- [Data]

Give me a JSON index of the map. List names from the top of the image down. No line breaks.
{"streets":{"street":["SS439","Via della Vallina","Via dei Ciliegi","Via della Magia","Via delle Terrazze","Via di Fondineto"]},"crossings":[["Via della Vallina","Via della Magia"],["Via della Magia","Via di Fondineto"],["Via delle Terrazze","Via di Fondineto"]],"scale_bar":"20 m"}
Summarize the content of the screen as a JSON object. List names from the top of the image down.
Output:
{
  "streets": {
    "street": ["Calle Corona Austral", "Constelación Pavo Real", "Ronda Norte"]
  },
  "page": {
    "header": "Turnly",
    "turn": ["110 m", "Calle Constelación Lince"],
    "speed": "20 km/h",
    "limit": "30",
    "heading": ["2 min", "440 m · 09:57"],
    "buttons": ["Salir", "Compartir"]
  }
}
* * *
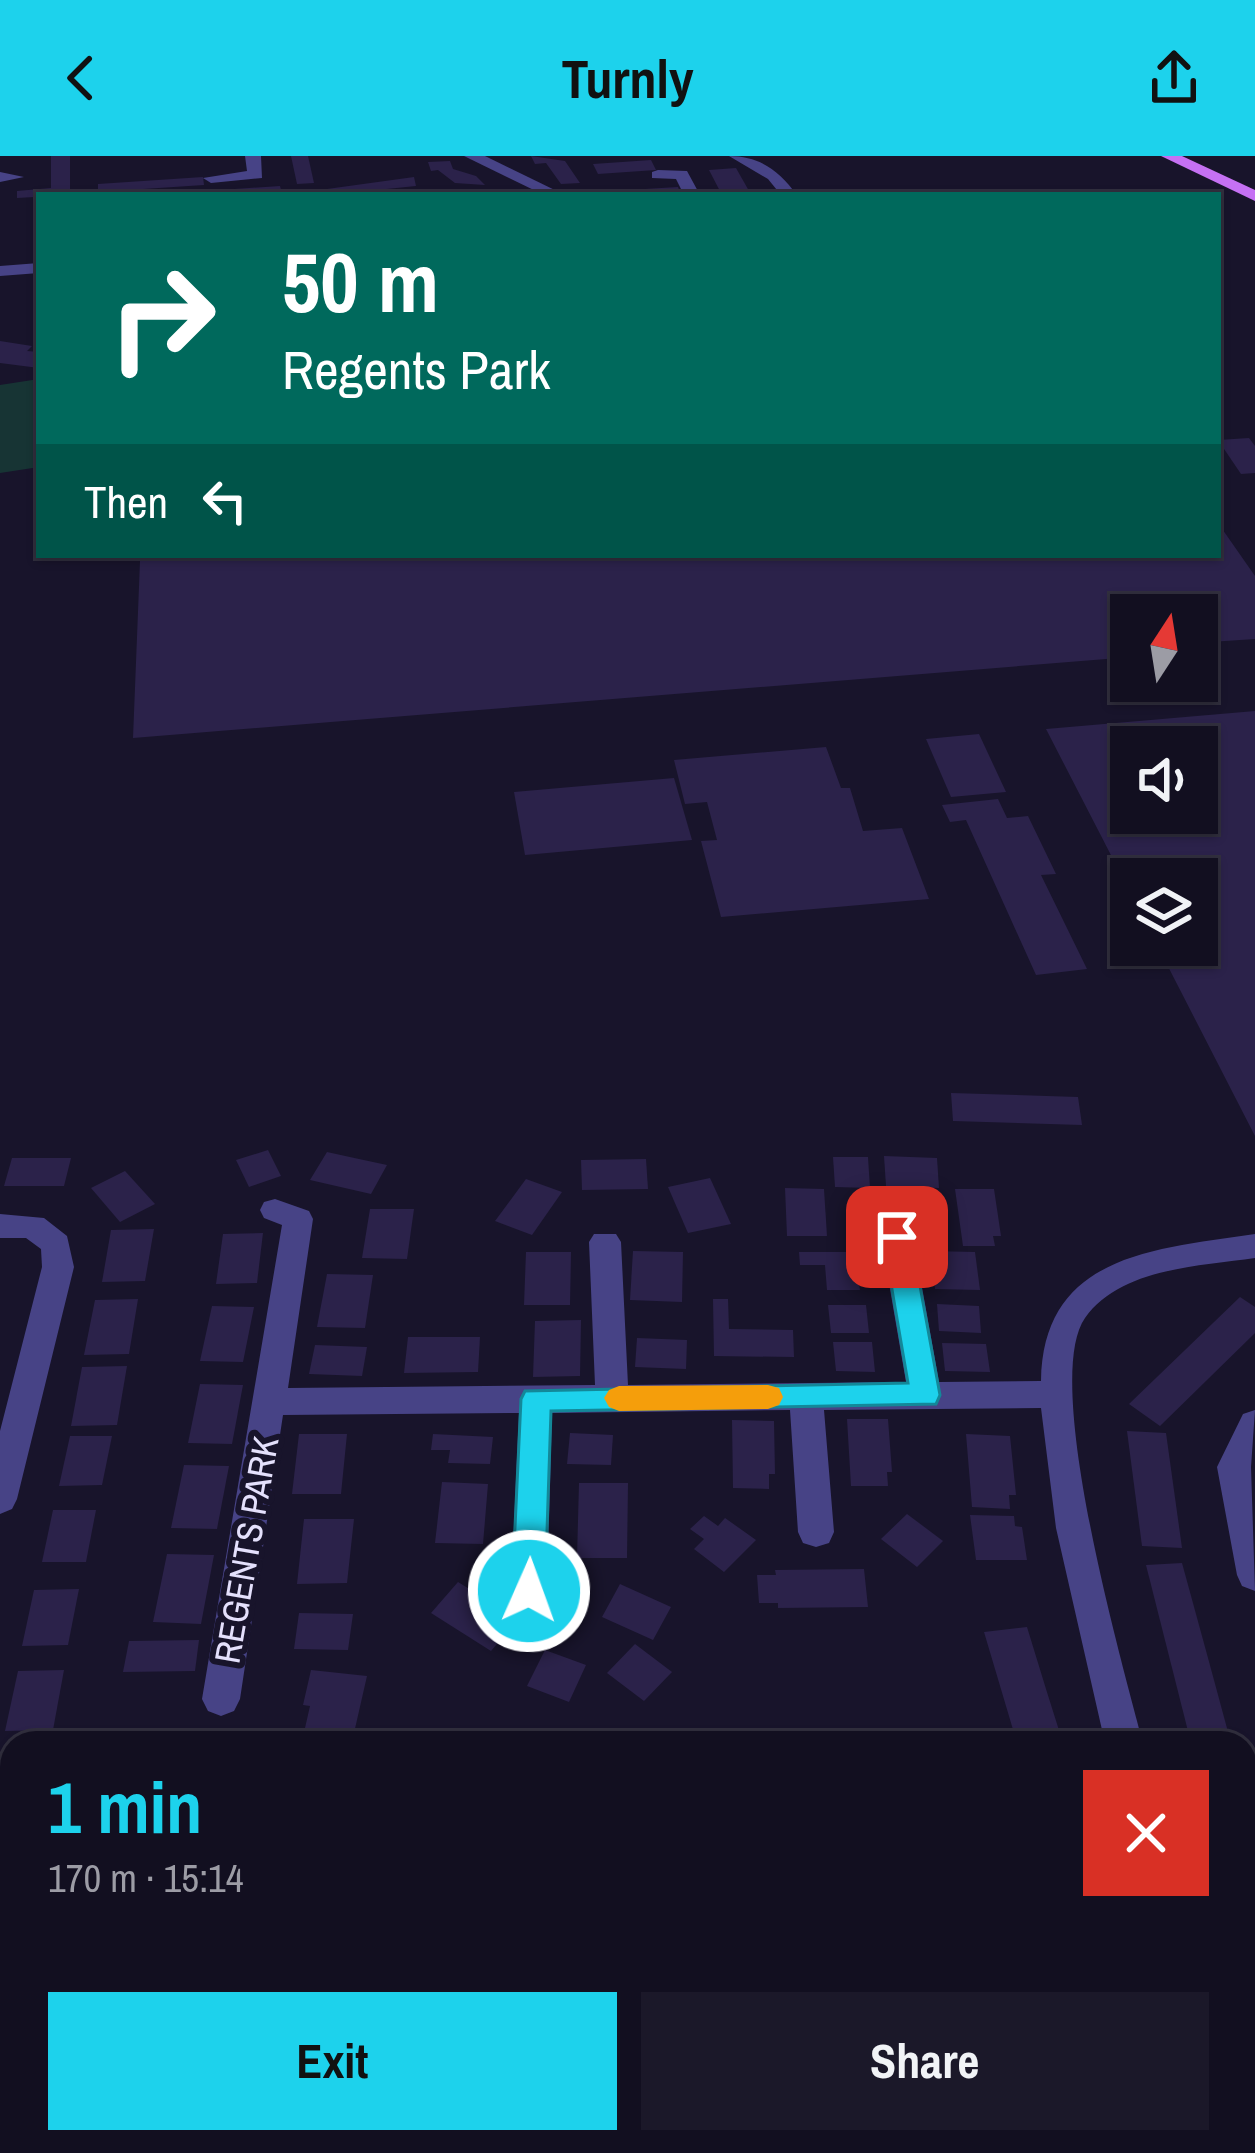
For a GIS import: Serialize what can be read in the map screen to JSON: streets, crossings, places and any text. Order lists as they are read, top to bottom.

- [What the task requires]
In the listing above, find every line with the word "screen" and copy it.

- [Solution to this task]
Summarize the content of the screen as a JSON object. List names from the top of the image down.
For a GIS import: Serialize what can be read in the map screen to JSON: streets, crossings, places and any text. Order lists as they are read, top to bottom.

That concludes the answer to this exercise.